El orden de la convivencia, quebrado tras la Segunda Guerra Mundial –así lo constató Pío XII–, sólo podría recuperarse gracias a la edificación de relaciones jurídico-políticas justas con el hombre, su dignidad y su vocación trascendente. Esta tarea ya no tenía que ver sólo con el ordenamiento interno de los Estados, sino con el orden internacional. Las diferencias entre los pueblos no se resolverían por la lógica de las armas, sino del diálogo, la negociación, el acuerdo y los tratados de obligado cumplimiento. Y no sólo por razones de necesidad, derivadas del potencial destructor de las armas atómicas y químicas, sino por la convicción cristiana profunda de que «la comunidad de origen, de redención cristiana y de fin sobrenatural que vincula mutuamente a todos los hombres» prohíbe que se lesione la libertad, la dignidad y la seguridad de ningún pueblo. Se hacía urgente institucionalizar las relaciones internacionales, someterlas a la ley moral, al Derecho de gentes y al Derecho internacional.
Por la fuerza de los hechos, Juan Pablo II se vio llamado por la Historia a profundizar en la doctrina de Pacem in terris y Gaudium et spes. El reto al que se enfrentó fue, y sigue siendo, justificar que en la correlación entre fuerza, Derecho y valores, el orden internacional no puede someterse a la lógica del derecho a la fuerza o imperio del más fuerte. El Derecho internacional, escribió Juan Pablo II en su Discurso al cuerpo diplomático, del 12 de enero de 1991, no es una prolongación de la soberanía interna, como tampoco un marco para la protección de los intereses de los Estados. La agresión de Irak contra Kuwait en agosto de 1990 pudo hacer creer a algunos que la guerra es el modo natural y exclusivo de reparar el derecho violado. Y, sin embargo, como el Papa recordó, han sido los propios Estados los que se han dotado de reglas universales de convivencia para evitar la ley de la jungla en un mundo en el que las acciones militares, con armas de efectos cada vez más devastadores, comprometen la supervivencia de las poblaciones y también del planeta.

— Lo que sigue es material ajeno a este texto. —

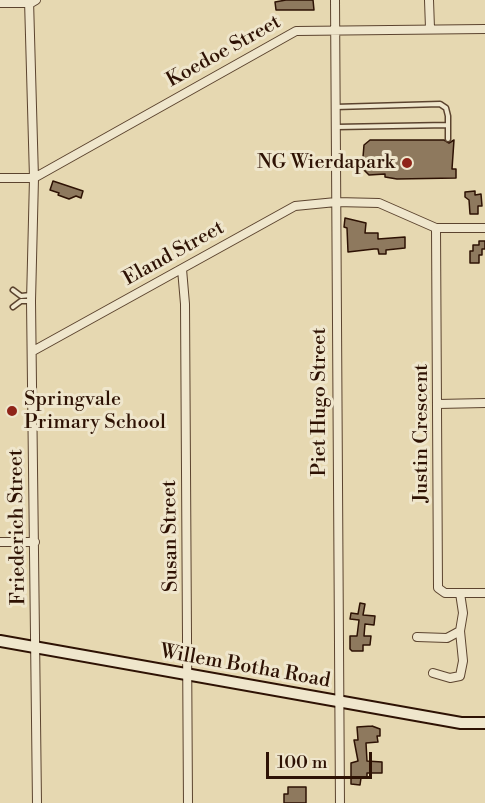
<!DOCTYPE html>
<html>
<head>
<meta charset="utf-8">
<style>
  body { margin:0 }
  #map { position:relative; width:485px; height:803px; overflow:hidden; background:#e6d8b1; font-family:"Libre Bodoni",serif }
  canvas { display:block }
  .scale { position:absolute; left:266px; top:752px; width:106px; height:27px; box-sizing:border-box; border:3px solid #2e1204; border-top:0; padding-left:8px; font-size:18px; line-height:21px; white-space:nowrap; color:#2e1204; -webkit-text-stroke:4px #efe6cc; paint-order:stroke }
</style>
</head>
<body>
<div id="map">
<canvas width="485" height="803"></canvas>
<div class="scale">100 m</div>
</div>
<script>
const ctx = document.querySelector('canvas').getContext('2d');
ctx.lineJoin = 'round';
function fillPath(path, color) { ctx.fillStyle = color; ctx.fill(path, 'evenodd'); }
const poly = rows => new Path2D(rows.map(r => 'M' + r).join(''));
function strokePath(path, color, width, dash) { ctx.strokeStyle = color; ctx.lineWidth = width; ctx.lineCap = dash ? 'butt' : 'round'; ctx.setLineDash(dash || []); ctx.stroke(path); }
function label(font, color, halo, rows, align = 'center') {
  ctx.font = font + ' "Libre Bodoni",serif'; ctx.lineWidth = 6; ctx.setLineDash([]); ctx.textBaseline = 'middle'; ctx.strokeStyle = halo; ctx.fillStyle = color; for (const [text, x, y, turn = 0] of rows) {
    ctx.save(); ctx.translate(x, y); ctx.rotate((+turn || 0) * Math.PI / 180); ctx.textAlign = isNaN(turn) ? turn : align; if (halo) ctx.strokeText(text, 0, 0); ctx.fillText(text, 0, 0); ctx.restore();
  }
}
const building = poly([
  [286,0,313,0,314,10,276,10,275,2,286,0],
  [370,140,444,140,449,143,454,140,452,169,456,169,456,178,397,179,385,177,385,174,369,175,362,168,363,157,364,145,370,140],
  [53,181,83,191,81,198,76,196,69,199,58,195,59,193,50,190,53,181],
  [475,191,475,195,481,194,482,206,478,206,478,214,470,214,469,200,465,197,465,192,475,191],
  [345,218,366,223,365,233,378,233,378,239,405,237,405,248,386,250,386,254,379,254,378,249,374,249,348,252,347,228,344,227,345,218],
  [479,241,485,241,485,249,482,249,482,255,479,255,479,263,470,263,470,251,473,251,473,245,479,245,479,241],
  [360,603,365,604,363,615,375,616,374,625,365,624,364,636,371,636,370,645,363,645,363,651,352,651,350,649,350,636,357,636,359,620,350,619,351,613,358,614,360,603],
  [372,726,380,729,380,736,377,736,378,742,366,743,367,761,382,762,382,773,367,773,367,778,361,778,360,785,351,784,351,763,358,761,354,740,358,740,357,727,372,726],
  [288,787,306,787,306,803,284,803,284,794,288,794,288,787]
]);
fillPath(building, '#8e795e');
strokePath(building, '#2e1204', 1.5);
const lane = poly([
  [335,107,440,104,446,108,448,116,448,125,336,127],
  [448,125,448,139],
  [13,290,21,296,31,295],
  [13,307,21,301,30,301]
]);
const street = poly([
  [29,0,34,178,31,301,37,803],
  [335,0,340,803],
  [429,0,430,28],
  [0,3,31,3,36,0],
  [0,178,34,178,296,31,485,29],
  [436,228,438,588,445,593,485,593],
  [182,269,185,304,188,803],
  [33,351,295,206,336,202,379,203,436,228,485,228],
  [438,404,485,403],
  [0,542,35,542],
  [417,637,447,638,460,631,463,613,460,593],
  [433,673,450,678,460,676,463,661,460,631]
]);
const secondary = poly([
  [0,641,461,723,485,723]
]);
strokePath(lane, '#5c442f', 7);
strokePath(street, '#5c442f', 10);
strokePath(secondary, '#2e1204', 14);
strokePath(lane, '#efe6cc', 4);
strokePath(street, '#efe6cc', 8);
strokePath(secondary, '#efe6cc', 10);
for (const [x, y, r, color] of [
  [407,163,6,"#8f2418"],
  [12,411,6,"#8f2418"]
]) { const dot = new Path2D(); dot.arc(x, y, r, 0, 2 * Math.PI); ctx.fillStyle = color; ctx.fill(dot); strokePath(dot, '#efe6cc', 2); }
label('20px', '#2e1204', '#efe6cc', [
  ["Koedoe Street",224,52,-29],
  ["Eland Street",174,254,-29],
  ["Piet Hugo Street",320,402,-90],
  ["Justin Crescent",422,433,-90],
  ["Friederich Street",18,527,-91],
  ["Susan Street",171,536,-91],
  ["Willem Botha Road",245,667,10]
]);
label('20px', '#2e1204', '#efe6cc', [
  ["NG Wierdapark",395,163],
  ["Springvale",24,400,"left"],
  ["Primary School",24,423,"left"]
], 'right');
</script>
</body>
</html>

Proteger a los más débiles
En el caso de recurrir a la fuerza por una causa justa, ¿dónde queda la proporcionalidad? ¿Cómo se garantiza la protección de los más débiles? ¿Quién fiscaliza la arbitrariedad del más fuerte? ¿Quién evita la mundialización del conflicto? 13 años más tarde, ante la Segunda Guerra del Golfo, la Santa Sede negó la legitimidad de la guerra preventiva y, una vez más, el Magisterio, sin negar el derecho de legítima defensa, fue taxativo: «La guerra nunca es un medio como cualquier otro, al que se puede recurrir para solventar disputas entre naciones. Como recuerda la Carta de la Organización de las Naciones Unidas y el Derecho internacional, no puede adoptarse, aunque se trate de asegurar el bien común, si no es en casos extremos y bajo condiciones muy estrictas, sin descuidar las consecuencias para la población civil, durante y después de las operaciones» (Discurso al cuerpo diplomático, 13 de enero de 2003).
De nuevo, Oriente Medio
Han pasado diez años y Oriente Medio se convierte, una vez más, en el posible objetivo de una intervención militar. Después de la guerra en Libia y de la condena sin paliativos lanzada por Benedicto XVI contra las atrocidades en Siria, es el Papa Francisco quien asume la misión pastoral y doctrinal de lanzar el grito doliente de la Iglesia. En una ofensiva sin cuartel, el Papa ha recurrido a la diplomacia, la oración, el ayuno y la palabra para situar la verdad cristiana en el justo centro del juicio sobre una posible intervención militar. El desarme de las conciencias, la apertura a la verdad del otro y a la verdad de la Cruz de Cristo, así como la mirada fija en los desastres vividos en Siria deberían conducir necesariamente a optar radicalmente por la paz y a materializar esta opción en forma de asistencia humanitaria, negociaciones y encuentros multilaterales.
No hay marcha atrás en el planteamiento doctrinal que, desde Benedicto XV hasta nuestros días, ha condenado la guerra como violación del orden de la creación que Dios ha dispuesto para todos los hombres y todos los pueblos. La guerra es un atentado contra el hombre y contra Dios. ¿No es esto lo que el Papa Francisco nos recordó en la pasada Vigilia de oración? Ésta es la convicción de un cristiano, cuyas consecuencias son claras y manifiestas: elegir el bien y renunciar a las seducciones del mal. Así de radical es la doctrina de la Iglesia sobre la paz en el orden de la convivencia y, por eso, así de contundente es la condena de la guerra.